The possible abuses are legion. Under this decision, the Nixon administration might have been able to get a warrant to search the files of Daniel Ellsberg's psychiatrist for information about the Pentagon Papers. Under it, your house can be searched if the police have reason to believe someone has mailed you a confession to a crime or a picture of a crime being committed. Such searches, no doubt, might make the solution of particular crimes simpler. But searches are not always productive and rarely are surgical. The search in the case before the court did not produce the picture the police southt; search of a Los Angeles radio station lasted more than eight hours. During the course of searches such as those, the police cannot be prevented from looking at whatever they run across. Who knows what bits of highly personal and private information they might have stumbled across in the files of Mr. Ellsberg's psychiatrist or would find in your home?
Congress can eliminate these and other possible abuses by passing legislation denying to federal judges the authority to issue warrants of this kind. Such legislation should go beyond repudiating the new doctrine that it is permissible to search an innocent person's belongings for evidence that someone else has committed a crime. It should also roll back the reach of search warrants to where it was 15 years ago, when the private papers of an individual could not be searched even for evidence of his own wrong-doing. The idea, now accepted by the court, that no place is immune from government scrutiny except a person's brain is alien to the precepts of the Bill of Rights.

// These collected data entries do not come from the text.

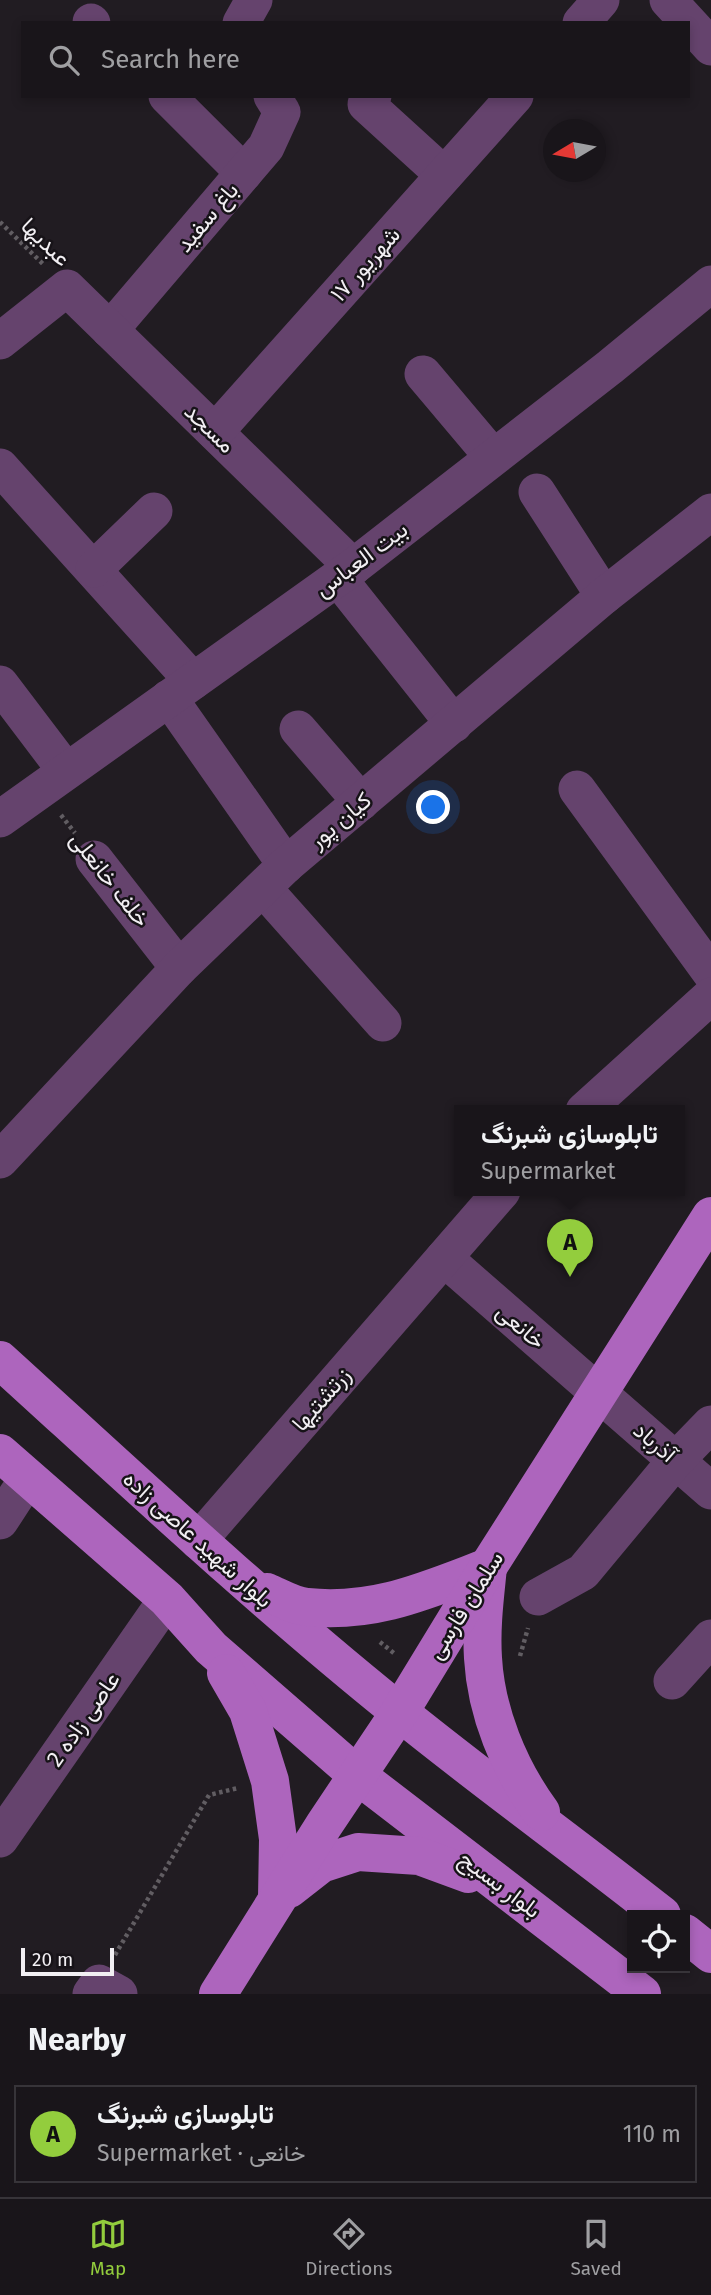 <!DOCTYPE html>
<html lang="en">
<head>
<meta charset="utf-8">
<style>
  body { margin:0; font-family:"Fira Sans",Vazirmatn,sans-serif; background:#221e23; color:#f1f3f6 }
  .controls { position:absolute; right:21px; bottom:21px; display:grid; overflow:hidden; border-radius:0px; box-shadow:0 4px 10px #0003 }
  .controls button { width:63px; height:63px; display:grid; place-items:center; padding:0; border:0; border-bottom:2px solid #373439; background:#19151a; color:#f1f3f6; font:35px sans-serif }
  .compass { position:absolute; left:543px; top:119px; width:63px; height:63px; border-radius:50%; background:#19151a; box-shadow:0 4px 10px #0003; rotate:260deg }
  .scale { position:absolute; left:21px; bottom:18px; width:93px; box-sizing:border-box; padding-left:7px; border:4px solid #f2eff3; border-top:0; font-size:19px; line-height:24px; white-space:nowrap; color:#f2eff3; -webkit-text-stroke:5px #171318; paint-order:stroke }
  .you { position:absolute; left:434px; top:808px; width:24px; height:24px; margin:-18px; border:5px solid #fff; border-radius:50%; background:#1a73e8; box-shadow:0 0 0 10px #1a73e833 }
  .badge { display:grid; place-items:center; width:46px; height:46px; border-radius:50%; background:#93cd3d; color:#111; font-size:23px; font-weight:700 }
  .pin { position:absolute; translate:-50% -58px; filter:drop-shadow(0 2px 4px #0008) }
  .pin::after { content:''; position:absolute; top:37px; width:24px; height:21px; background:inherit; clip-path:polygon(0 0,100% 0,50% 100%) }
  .popup { position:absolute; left:454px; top:1105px; width:231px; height:91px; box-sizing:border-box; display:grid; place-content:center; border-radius:0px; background:#19151a; filter:drop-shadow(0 2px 5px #0005); font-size:23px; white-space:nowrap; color:#9f9fa2 }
  .popup b { font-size:26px; color:#f1f3f6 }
  .popup::after { content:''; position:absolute; left:50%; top:100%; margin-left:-14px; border:14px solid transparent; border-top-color:#19151a }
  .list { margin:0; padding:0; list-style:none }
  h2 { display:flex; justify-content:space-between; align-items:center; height:91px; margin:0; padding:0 28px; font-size:30px }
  h2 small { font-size:23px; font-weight:400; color:#9f9fa2 }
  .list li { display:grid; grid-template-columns:46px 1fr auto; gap:21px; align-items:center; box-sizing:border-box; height:98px; margin:0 14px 14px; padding:0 14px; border:2px solid #373439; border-radius:0px }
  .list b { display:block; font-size:26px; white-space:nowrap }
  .list p { margin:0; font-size:23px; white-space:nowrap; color:#9f9fa2 }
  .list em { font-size:23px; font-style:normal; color:#9f9fa2 }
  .icon { flex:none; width:38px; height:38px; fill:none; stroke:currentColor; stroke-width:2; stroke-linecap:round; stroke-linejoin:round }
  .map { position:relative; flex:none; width:711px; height:1994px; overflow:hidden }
  .search { position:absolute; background:#19151a; box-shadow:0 4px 10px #0003; left:21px; right:21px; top:21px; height:77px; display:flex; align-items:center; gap:18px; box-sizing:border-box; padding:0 24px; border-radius:0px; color:#9f9fa2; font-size:26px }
  .sheet { height:203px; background:#19151a }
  nav { display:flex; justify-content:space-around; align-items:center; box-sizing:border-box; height:98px; border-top:2px solid #373439; background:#19151a; font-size:19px; color:#9f9fa2 }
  nav a { display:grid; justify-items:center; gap:4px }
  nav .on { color:#93cd3d }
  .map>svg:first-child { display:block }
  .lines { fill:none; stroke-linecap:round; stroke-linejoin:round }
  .path { stroke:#615d62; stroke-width:4.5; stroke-dasharray:3.5 3.5; stroke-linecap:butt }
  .minor { stroke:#65436d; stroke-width:37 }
  .major { stroke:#ad65bd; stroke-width:38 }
  .labels { text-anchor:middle; stroke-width:5; stroke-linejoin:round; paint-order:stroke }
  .street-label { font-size:23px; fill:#f2eff3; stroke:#171318 }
</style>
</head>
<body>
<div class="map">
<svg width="711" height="1994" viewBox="0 0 711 1994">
  <rect width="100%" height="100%" fill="#211c22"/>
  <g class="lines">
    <!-- path -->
    <g class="path">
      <path d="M0,222L44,265"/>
      <path d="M61,815L75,833"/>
      <path d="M380,1642L395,1654"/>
      <path d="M520,1656L528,1628"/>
      <path d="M115,1955L209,1795L238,1788"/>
    </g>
    <!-- minor -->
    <g class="minor">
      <path d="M668,0L711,47"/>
      <path d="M91,22L92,23"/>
      <path d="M241,23L254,0"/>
      <path d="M581,23L601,0"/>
      <path d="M167,96L244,173"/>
      <path d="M373,96L366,104L444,175"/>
      <path d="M110,330L266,147L282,112L272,96"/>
      <path d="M0,341L67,288L353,567"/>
      <path d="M423,374L493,457"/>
      <path d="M215,432L515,96"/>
      <path d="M0,467L193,681"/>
      <path d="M537,492L604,596"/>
      <path d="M94,569L154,511"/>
      <path d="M338,578L454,724"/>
      <path d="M0,684L66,771"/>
      <path d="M169,698L286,865"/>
      <path d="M298,729L361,802"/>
      <path d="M577,789L711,973"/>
      <path d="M0,819L353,567L610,367L711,284"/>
      <path d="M94,859L179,968"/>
      <path d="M263,888L383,1023"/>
      <path d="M584,1111L711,996"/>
      <path d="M0,1160L179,968L286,865L604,596L711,512"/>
      <path d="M444,1258L711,1491"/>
      <path d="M0,1521L28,1478"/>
      <path d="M198,1541L502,1191"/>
      <path d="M538,1597L583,1572L676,1460L711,1424"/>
      <path d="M672,1681L711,1638"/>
      <path d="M0,1839L167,1599"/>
      <path d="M91,1994L99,1983L119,1994"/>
    </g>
    <!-- major -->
    <g class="major">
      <path d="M0,1360C131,1479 260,1600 398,1711C484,1781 575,1846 662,1915"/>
      <path d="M0,1453L167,1599L211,1648L357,1775L642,1994"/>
      <path d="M267,1592C279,1597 294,1606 307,1607C375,1614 427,1590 488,1567C485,1597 481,1627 483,1658C486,1712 509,1768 541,1812"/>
      <path d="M226,1673L248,1711L270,1781L278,1839L277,1898"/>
      <path d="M289,1889L321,1864L358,1852L419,1856L468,1874"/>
      <path d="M685,1933L711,1954"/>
      <path d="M218,1994L324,1825L399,1713L488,1567L711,1216"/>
    </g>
  </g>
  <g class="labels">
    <!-- street labels -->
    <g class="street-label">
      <text transform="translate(207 217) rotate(-50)" y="8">باغ سفید</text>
      <text transform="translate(46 242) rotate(44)" y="8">عبدیها</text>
      <text transform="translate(365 264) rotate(-48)" y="8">۱۷ شهریور</text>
      <text transform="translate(210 428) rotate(44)" y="8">مسجد</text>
      <text transform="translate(361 559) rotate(-37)" y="8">بیت العباس</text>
      <text transform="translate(340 820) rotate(-40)" y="8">کیان پور</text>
      <text transform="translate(110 879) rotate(52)" y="8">خلف خانعلی</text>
      <text transform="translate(521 1326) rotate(41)" y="8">خانعی</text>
      <text transform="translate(321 1399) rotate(-49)" y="8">زرتشتیها</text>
      <text transform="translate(655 1442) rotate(41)" y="8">آذرباد</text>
      <text transform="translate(198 1539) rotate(42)" y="8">بلوار شهید عاصی زاده</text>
      <text transform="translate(465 1605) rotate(-58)" y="8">سلمان فارسی</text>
      <text transform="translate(83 1719) rotate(-55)" y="8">عاصی زاده 2</text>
      <text transform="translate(500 1884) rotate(37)" y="8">بلوار بسیج</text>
    </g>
  </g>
</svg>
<div class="controls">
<button><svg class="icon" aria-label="locate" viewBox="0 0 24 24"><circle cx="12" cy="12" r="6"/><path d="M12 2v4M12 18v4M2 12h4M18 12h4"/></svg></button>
</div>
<svg class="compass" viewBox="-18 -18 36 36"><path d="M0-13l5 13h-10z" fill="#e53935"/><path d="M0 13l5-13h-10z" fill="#9f9fa2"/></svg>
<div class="scale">20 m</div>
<div class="you"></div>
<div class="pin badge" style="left:570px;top:1277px">A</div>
<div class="popup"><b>تابلوسازی شبرنگ</b>Supermarket</div>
<div class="search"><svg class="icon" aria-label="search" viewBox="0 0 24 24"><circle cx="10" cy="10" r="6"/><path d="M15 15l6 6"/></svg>Search here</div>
</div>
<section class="sheet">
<h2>Nearby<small></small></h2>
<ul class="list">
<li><span class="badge">A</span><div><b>تابلوسازی شبرنگ</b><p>Supermarket · خانعی</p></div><em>110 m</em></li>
</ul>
</section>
<nav>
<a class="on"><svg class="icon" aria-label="map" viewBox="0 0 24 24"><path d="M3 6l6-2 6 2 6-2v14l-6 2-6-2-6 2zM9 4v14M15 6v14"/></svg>Map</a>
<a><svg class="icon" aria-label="directions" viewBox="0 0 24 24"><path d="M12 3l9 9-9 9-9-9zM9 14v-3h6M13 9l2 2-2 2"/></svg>Directions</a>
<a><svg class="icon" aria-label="saved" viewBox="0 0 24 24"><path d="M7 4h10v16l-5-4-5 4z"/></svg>Saved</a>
</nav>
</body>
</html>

By passing such legislation quickly, Congress would be doing more than just protecting the public against poossible abuses by the federal police. It would be creating a model that could be taken to the state legislatures, each of which would have to adopt it before the public could be safe again. Beyond that, Congress would be sending a message to the Supreme Court that it's whittling away of the Fourth Amendment has gone too far. Such a message might have little immediate effect, given the current membership of the court. But it would lie there, waiting for the court of a later era first to realize that such basic privacy should not be breached and then to restore to the Fourth Amendment the meaning its authors intended it to have.